Dün doktoru oğlumu apandist olabileceği endişesi ile çocuk cerrahisi olan bir hastanede acile yönlendirdi. Sevindirici olan yanlış alarm olmasıydı. Yıpratıcı olansa oğlumu tetkiklerle oldukça hırpalamış olmaları.. Benim gözüm bir yandan da saatte idi. Sonuçların tehlikeli bir durum olmadığını yansıtması ertesi iyice sabırsızlandım.. Aikidoya yetişmem gittikçe güçleşiyordu. Utana sıkıla eleştirel bakışları göze alıp kendimi dojoya attığım için hiç pişman değilim; 4.ders oldukça farklı bir deneyimdi.
El ağırlıklı bir çalışmaydı ama benim açımdan baskın olan öğreti dengeydi.
Isınma çalışmalarında kaslarımı incitmeden hareketleri doğru yapabilmek yüksek konsantrasyon istiyordu.
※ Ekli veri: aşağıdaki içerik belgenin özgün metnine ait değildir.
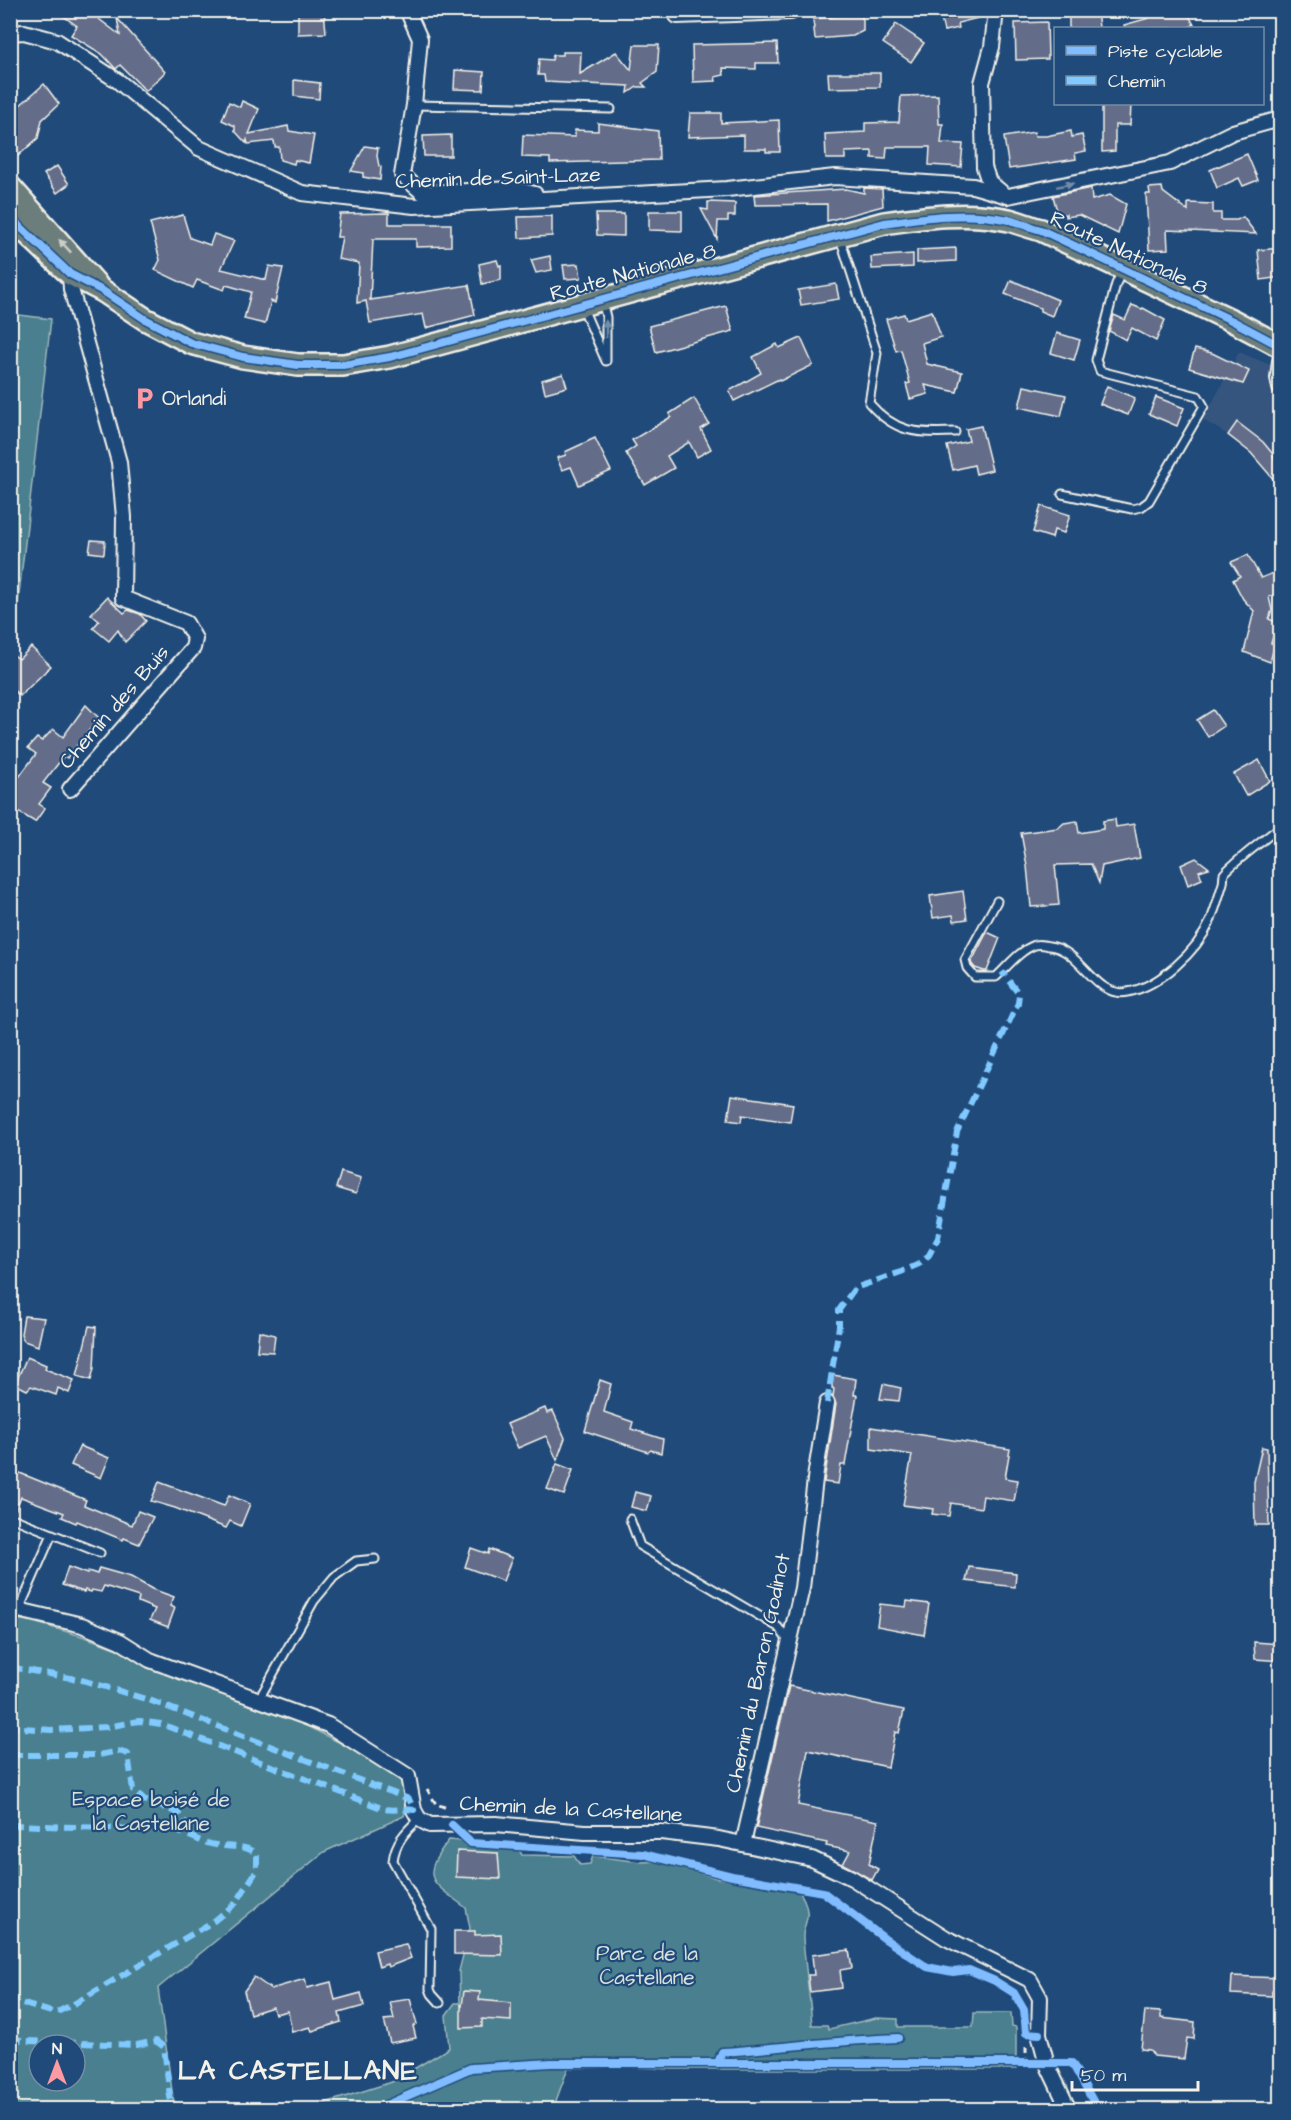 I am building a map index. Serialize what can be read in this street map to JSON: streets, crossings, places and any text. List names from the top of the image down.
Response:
{
  "streets": {
    "main road": ["Route Nationale 8"],
    "street": [
      "Chemin de Saint-Laze",
      "Chemin des Buis",
      "Chemin du Baron Godinot",
      "Chemin de la Castellane"
    ]
  },
  "crossings": [
    ["Route Nationale 8", "Chemin des Buis"],
    ["Chemin du Baron Godinot", "Chemin de la Castellane"]
  ],
  "districts": ["LA CASTELLANE"],
  "parks": ["Espace boisé de la Castellane", "Parc de la Castellane"],
  "places": {
    "parking": ["Orlandi"]
  },
  "legend": ["Piste cyclable", "Chemin"],
  "scale_bar": "50 m",
  "north": "top"
}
Sonrasında ise çok kolay ve basit görünen hareketlerin enerjisinin yüksekliğini farkettim. Oluşması gereken sonucu görünce vücut kasılıyor, hareketler sertleşiyor. Rahatça yapıp olması gereken tepkiyi alınca ise büyük bir şaşkınlık.. “Gerçekten mi etkilendi, yoksa kendi kendine mi tekniği sürdürüyor?”, “Yok canım.. niye düştü ki şimdi?”, “Bileği mi acıdı? Ben bir şey yapmadım ki..”
Sanırım Aikdo’daki en büyük çelişki bu.. Bu kadar rahat, zarif hatta sanatsal derecede zevk veren görselliğin altında gizlenmiş ciddi bir zarar verebilme kapasitesi. Gece yatağa uzandığımda bütün kaslarım özellikle bileklerim sızlıyordu. Ama sanki vücudum dile geldi; tek tek her bir sızı ile ilgilendim ve karşıt kasılma/esnemeler gerçekleştirdim. Yavaş yavaş anlaştık, barıştık.. sabaha kaslarda azıcık mahmurluk vardı artık yalnızca..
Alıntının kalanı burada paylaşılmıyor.